Efficient and doubly robust imputation for covariate-dependent missing responses

成果类型:
Article
署名作者:
Qin, Jing; Shao, Jun; Zhang, Biao
署名单位:
National Institutes of Health (NIH) - USA; NIH National Institute of Allergy & Infectious Diseases (NIAID); University of Wisconsin System; University of Wisconsin Madison; University System of Ohio; University of Toledo
刊物名称:
JOURNAL OF THE AMERICAN STATISTICAL ASSOCIATION
ISSN/ISSBN:
0162-1459
DOI:
10.1198/016214508000000238
发表日期:
2008
页码:
797-810
关键词:
ratio confidence-intervals Empirical Likelihood estimators quantiles
摘要:
In this article we study a well-known response missing-data problem. Missing data is an ubiquitous problem in medical and social science studies. Imputation is one of the most popular methods for dealing with missing data. The most commonly used imputation that makes use of covariates is regression imputation, in which the regression model can be parametric, semiparametric, or nonparametric. Parametric regression imputation is efficient but is not robust against misspecification of the regression model. Although nonparametric regression imputation (such as nearest-neighbor imputation and kernel regression imputation) is model-free, it is not efficient, especially if the dimension of covariate vector is high (the well-known problem of curse of dimensionality).
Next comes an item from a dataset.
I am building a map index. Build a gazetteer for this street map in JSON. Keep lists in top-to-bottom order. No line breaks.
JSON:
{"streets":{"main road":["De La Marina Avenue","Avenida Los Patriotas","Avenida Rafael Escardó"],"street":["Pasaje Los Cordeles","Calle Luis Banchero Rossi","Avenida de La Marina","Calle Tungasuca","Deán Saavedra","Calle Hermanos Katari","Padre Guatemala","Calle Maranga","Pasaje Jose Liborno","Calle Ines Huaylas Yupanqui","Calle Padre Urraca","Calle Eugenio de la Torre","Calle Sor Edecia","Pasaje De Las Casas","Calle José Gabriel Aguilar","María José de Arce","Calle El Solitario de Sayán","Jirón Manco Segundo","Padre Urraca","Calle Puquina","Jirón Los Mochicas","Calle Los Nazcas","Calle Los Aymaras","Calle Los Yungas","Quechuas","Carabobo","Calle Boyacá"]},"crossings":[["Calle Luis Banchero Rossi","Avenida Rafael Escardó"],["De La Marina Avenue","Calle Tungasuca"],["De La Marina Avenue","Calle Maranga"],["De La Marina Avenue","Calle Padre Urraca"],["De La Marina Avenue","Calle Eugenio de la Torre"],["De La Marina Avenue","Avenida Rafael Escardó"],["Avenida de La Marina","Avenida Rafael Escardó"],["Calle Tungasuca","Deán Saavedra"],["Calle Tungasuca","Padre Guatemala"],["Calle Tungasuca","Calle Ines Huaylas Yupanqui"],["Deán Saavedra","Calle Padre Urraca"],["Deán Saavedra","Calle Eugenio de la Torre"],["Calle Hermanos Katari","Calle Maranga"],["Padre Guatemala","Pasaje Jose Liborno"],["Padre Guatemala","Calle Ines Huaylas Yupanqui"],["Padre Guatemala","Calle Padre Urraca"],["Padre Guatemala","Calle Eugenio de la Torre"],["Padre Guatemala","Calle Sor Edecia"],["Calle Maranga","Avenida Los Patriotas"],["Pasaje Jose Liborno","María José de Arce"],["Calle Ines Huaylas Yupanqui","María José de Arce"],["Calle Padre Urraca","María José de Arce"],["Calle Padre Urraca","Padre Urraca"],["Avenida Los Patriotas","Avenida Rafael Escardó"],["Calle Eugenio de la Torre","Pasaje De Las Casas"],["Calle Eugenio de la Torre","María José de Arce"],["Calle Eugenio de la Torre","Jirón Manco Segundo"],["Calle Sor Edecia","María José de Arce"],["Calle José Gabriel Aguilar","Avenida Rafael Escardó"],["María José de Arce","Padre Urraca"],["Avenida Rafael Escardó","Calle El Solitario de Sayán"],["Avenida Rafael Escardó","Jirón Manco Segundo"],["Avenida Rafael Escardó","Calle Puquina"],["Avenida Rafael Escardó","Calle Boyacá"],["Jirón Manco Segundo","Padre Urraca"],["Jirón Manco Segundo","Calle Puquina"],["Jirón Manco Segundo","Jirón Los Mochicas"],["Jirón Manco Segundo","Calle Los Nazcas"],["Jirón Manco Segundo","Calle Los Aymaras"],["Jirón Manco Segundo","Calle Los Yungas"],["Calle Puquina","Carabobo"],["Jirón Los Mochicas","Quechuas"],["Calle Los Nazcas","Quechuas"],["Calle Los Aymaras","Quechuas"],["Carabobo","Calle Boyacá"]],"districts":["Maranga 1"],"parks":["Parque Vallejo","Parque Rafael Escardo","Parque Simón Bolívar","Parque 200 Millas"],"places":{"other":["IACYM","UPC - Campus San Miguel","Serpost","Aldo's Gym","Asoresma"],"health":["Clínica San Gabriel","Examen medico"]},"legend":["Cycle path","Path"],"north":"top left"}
Semiparametric regression imputation (such as partially linear regression imputation) can reduce the dimension of the covariate in nonparametric regression fitting but is not robust against misspecification of the linear component in the regression. Assuming that the missing mechanism is covariate-dependent and that the propensity function can be specified correctly, we propose a regression imputation method that has good efficiency and is robust against regression model misspecification. Furthermore, our method is valid as long as either the regression model or the propensity model is correct, a property known as the double-robustness property. We show that asymptotically the sample mean based on our imputation achieves the semiparametric efficient lower bound if both regression and propensity models are specified correctly. Our simulation results demonstrate that the proposed method outperforms many existing methods for handling missing data, especially when the regression model is misspecified. As an illustration, an economic observational data set is analyzed.